Of special interest to students of world literature, Schechner
judiciously incorporates a goodly amount of modern theater into his
analysis of the performance process. Brecht's views on actors,
directing, and the audience's alienation illustrate for Schechner a
theater that challenges instead of corroborates, one that, like so many
other types of performances, "proposes alternative actions, and
demystifies events." Schechner also liberally incorporates the
theories, scripts, and actor's exercises of Jerzy Grotowski, and
Vsevelod Meyerhold before him, to zero in on staging in an
"environmental theatre" and performer-actor relationships,
which counter traditional views of the audience as passive as the set:
perfunctorily realistic, defined, and present. Further demonstrating
Schechner's deep knowledge of performance theorists, he surveys the
views of Guillermo Gomez-Pe a, a Mexican artist and writer, to explain
this new intercultural performance that is, in Gomez-Pe a's words,
"cross-racial, polylinguisic, and multicultural."

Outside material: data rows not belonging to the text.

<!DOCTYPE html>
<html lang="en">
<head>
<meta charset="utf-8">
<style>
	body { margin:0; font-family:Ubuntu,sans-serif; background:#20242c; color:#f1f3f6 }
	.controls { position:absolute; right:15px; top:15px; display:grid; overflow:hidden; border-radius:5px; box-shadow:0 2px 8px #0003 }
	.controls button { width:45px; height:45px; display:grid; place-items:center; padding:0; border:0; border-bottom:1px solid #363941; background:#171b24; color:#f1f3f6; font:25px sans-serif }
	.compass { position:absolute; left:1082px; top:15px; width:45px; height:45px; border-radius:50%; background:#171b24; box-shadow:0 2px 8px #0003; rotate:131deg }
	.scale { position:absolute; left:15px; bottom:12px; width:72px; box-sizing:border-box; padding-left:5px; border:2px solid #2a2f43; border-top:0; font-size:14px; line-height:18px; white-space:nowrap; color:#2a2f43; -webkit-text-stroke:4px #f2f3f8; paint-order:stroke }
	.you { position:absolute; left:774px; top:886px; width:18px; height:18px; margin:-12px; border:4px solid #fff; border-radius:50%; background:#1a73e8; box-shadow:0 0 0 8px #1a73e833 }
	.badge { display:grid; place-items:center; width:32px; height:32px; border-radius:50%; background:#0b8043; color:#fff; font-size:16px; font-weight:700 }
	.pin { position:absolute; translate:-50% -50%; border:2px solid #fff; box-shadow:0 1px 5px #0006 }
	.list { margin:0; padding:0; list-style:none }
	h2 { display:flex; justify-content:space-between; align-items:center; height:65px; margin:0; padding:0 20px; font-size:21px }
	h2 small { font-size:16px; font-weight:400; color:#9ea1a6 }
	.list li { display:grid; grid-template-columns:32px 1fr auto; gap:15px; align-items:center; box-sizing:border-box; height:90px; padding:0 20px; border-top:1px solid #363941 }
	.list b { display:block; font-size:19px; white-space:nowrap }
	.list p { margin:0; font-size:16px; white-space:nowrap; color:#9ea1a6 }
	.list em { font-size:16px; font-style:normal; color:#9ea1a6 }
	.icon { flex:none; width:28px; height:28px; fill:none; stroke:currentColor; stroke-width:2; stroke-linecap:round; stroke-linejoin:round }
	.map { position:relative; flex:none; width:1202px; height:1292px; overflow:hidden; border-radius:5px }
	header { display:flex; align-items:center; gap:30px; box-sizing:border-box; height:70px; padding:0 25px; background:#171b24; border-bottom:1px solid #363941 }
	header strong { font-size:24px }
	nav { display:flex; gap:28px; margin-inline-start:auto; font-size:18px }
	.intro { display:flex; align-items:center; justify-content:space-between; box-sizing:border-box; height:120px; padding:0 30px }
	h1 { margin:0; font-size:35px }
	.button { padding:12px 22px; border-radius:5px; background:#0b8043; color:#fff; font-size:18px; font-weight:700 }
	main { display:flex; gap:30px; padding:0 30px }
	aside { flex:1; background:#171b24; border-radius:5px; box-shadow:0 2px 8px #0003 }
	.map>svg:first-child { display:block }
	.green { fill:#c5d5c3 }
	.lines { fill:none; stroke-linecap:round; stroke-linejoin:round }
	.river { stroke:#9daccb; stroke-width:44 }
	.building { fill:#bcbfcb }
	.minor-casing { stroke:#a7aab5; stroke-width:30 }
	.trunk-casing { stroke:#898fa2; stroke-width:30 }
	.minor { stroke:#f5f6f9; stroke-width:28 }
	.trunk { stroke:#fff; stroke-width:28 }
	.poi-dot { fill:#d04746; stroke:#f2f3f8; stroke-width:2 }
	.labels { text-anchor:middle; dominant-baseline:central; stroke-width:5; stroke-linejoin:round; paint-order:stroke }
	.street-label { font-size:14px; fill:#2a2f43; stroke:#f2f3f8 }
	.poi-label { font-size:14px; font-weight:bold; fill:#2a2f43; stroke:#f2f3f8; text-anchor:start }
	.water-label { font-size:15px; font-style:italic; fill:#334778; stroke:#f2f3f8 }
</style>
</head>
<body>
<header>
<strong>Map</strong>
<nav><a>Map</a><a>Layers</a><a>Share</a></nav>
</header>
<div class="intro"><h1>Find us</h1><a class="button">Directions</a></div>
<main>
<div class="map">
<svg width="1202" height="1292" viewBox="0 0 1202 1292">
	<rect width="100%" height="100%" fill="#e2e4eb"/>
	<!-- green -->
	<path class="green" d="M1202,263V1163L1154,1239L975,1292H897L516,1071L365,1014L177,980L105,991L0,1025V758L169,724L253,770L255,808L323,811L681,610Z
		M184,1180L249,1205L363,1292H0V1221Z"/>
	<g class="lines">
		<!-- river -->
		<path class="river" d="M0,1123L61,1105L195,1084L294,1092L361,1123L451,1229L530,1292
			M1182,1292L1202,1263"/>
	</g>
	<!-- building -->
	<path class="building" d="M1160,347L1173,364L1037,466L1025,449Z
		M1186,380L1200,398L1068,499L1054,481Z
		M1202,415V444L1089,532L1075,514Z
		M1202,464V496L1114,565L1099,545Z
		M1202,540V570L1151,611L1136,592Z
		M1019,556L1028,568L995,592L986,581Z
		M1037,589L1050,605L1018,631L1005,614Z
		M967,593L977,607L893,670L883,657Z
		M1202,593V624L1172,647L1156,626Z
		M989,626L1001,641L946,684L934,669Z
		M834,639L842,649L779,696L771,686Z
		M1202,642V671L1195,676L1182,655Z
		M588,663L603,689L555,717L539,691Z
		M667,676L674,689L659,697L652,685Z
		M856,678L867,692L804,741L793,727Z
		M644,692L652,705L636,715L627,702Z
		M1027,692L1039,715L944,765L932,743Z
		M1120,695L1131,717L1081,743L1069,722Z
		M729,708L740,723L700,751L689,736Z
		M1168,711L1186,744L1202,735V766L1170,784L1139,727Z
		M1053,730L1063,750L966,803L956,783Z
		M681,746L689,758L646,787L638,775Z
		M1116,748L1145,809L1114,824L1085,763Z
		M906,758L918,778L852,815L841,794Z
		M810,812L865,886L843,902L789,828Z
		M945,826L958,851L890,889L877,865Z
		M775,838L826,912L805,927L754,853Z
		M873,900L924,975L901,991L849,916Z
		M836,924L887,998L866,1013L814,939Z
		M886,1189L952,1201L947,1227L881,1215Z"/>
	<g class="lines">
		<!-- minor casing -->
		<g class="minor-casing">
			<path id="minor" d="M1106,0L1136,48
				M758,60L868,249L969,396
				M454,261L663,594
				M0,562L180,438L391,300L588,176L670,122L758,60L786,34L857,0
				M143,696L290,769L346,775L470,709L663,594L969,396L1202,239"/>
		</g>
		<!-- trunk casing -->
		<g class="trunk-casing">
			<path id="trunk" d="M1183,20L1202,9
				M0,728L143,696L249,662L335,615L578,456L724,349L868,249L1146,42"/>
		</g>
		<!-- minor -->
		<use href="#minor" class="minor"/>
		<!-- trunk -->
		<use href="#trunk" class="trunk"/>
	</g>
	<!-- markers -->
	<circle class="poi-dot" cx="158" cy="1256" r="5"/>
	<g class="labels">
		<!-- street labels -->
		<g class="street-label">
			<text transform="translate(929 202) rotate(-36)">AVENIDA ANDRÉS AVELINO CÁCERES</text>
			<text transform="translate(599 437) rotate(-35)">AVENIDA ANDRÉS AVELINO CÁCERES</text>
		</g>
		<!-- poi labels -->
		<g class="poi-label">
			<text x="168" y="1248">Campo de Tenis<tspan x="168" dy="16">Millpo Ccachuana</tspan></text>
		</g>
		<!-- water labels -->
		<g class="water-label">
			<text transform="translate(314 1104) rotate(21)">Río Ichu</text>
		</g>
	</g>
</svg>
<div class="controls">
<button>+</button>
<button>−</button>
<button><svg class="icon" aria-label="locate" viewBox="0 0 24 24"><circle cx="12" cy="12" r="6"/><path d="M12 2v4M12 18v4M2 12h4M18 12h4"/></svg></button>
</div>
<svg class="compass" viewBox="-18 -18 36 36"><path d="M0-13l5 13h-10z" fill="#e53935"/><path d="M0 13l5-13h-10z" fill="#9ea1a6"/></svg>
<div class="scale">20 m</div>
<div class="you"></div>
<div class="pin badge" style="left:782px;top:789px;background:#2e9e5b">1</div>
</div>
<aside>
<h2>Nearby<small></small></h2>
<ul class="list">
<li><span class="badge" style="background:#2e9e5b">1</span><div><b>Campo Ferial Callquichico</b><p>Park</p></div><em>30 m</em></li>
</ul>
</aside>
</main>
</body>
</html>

Schechner's extraordinary breadth of coverage and carefully
tuned interpretations of performance studies are complemented by two
special features--nearly two hundred photos and drawings of people,
events, art, and architecture engaged in the performance process and at
least one hundred extracts, or boxed inserts, from the "many
voices" who supply "alternative opinions and
interruptions," much like "open conversation" and
"hyperlinks." Thus, even in its design Schechner's
book--a veritable vade mecum--weaves readers and writers, and the author
him-sell into the montage of performance.